=== Work required ===
Would you transcribe each entry precisely as it stands, setting aside any images?

Collected data:
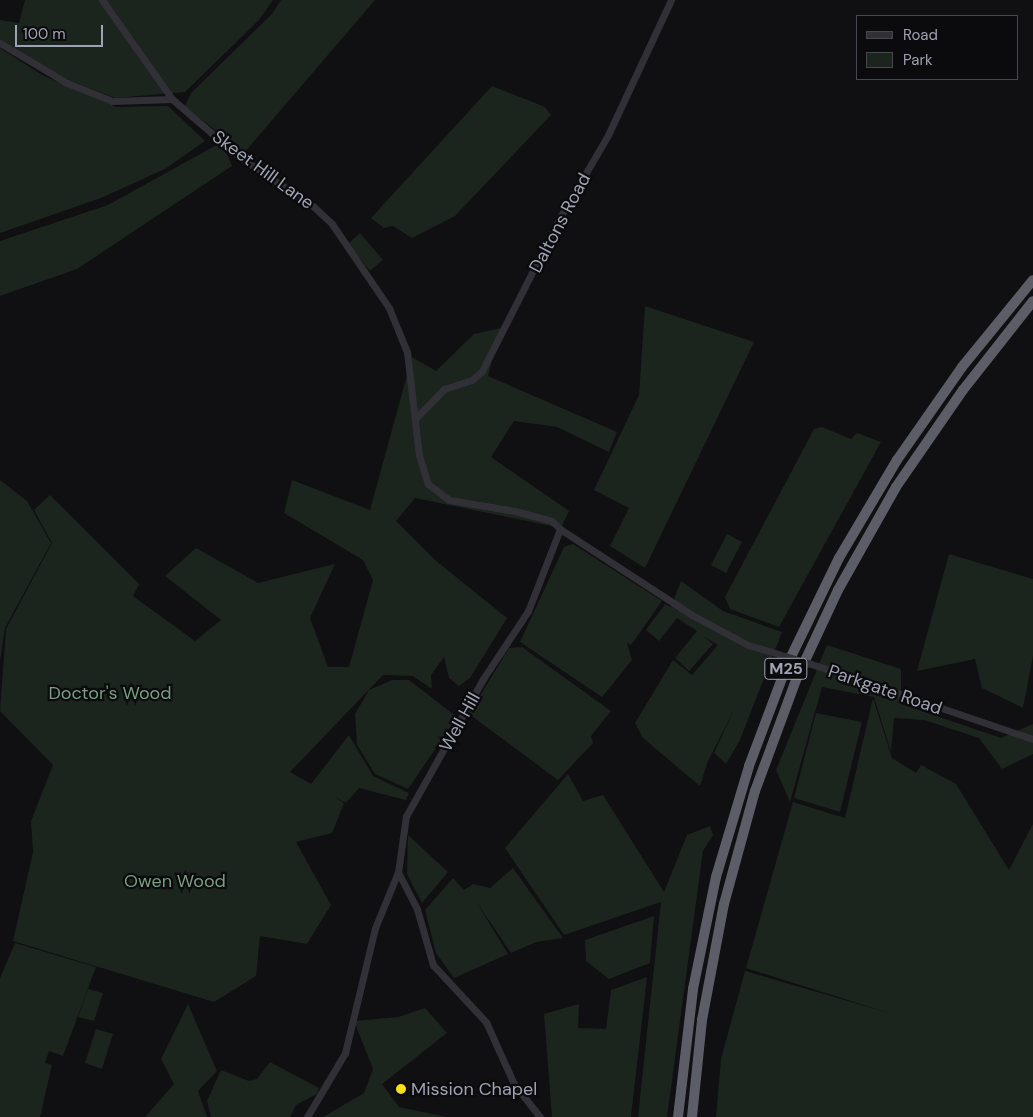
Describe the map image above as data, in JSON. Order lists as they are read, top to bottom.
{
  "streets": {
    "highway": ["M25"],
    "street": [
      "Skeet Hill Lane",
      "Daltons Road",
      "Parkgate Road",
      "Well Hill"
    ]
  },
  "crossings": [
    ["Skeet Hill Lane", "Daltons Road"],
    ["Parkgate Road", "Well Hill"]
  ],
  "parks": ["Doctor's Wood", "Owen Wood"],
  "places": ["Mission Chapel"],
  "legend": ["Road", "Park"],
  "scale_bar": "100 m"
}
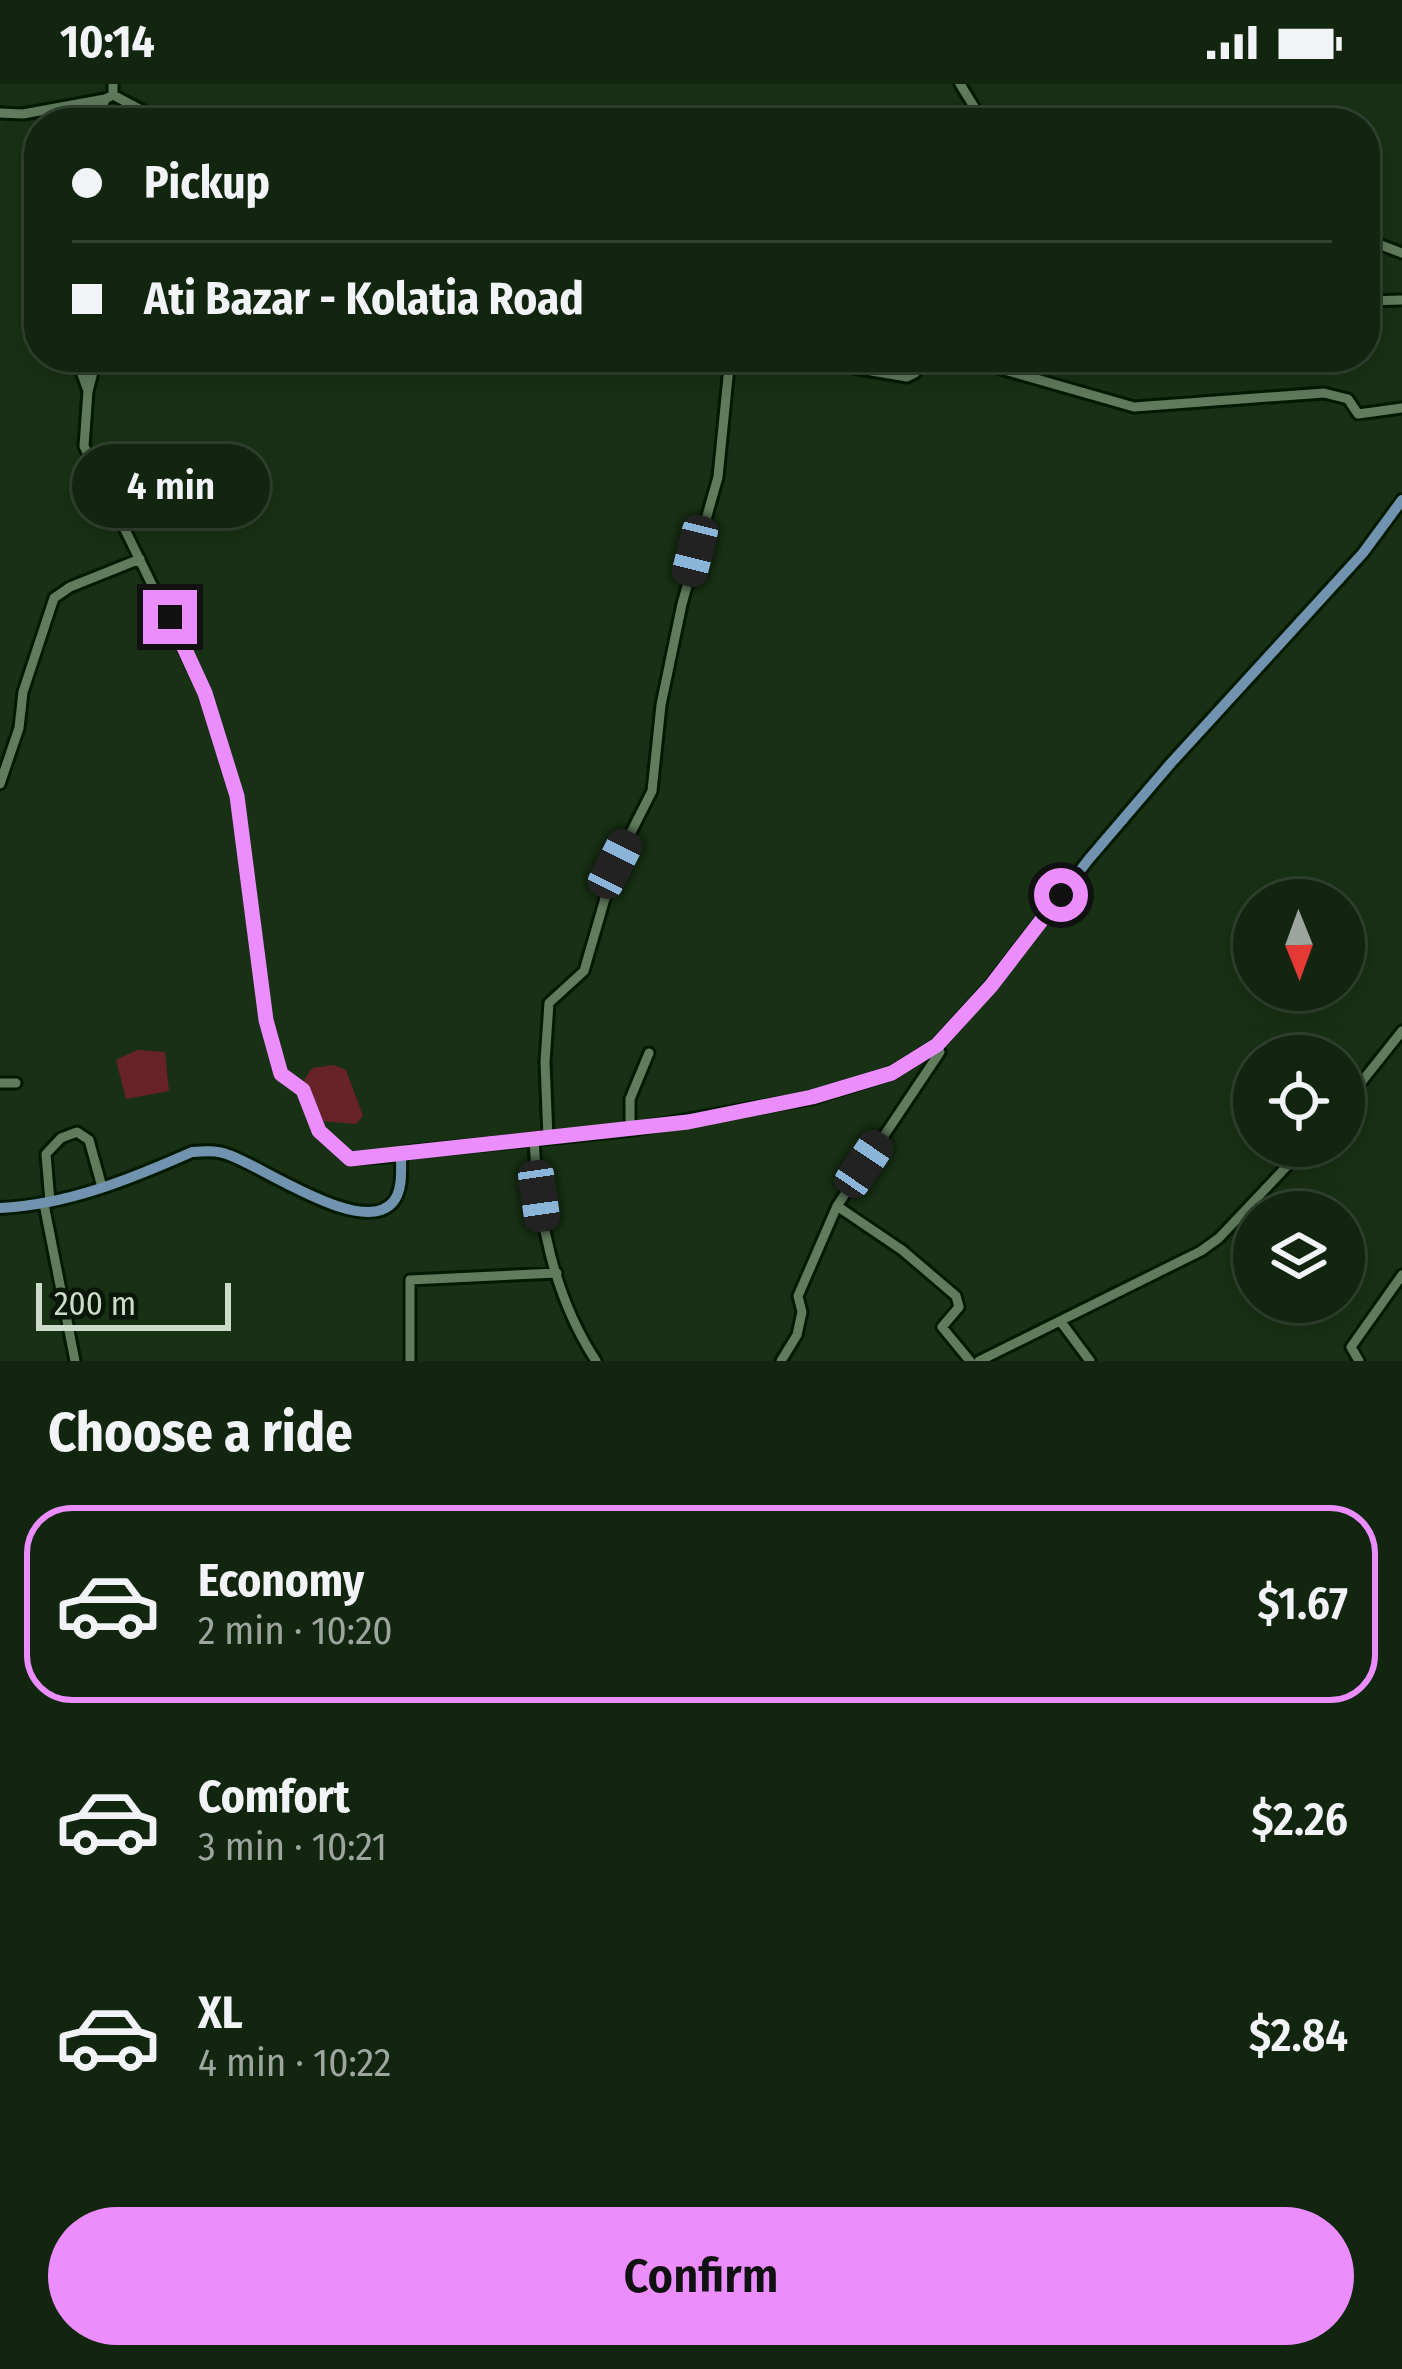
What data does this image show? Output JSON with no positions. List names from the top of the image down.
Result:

=== Task answer ===
Describe the map image above as data, in JSON. Order lists as they are read, top to bottom.
{
  "streets": {
    "highway": ["M25"],
    "street": [
      "Skeet Hill Lane",
      "Daltons Road",
      "Parkgate Road",
      "Well Hill"
    ]
  },
  "crossings": [
    ["Skeet Hill Lane", "Daltons Road"],
    ["Parkgate Road", "Well Hill"]
  ],
  "parks": ["Doctor's Wood", "Owen Wood"],
  "places": ["Mission Chapel"],
  "legend": ["Road", "Park"],
  "scale_bar": "100 m"
}
What data does this image show? Output JSON with no positions. List names from the top of the image down.
Result:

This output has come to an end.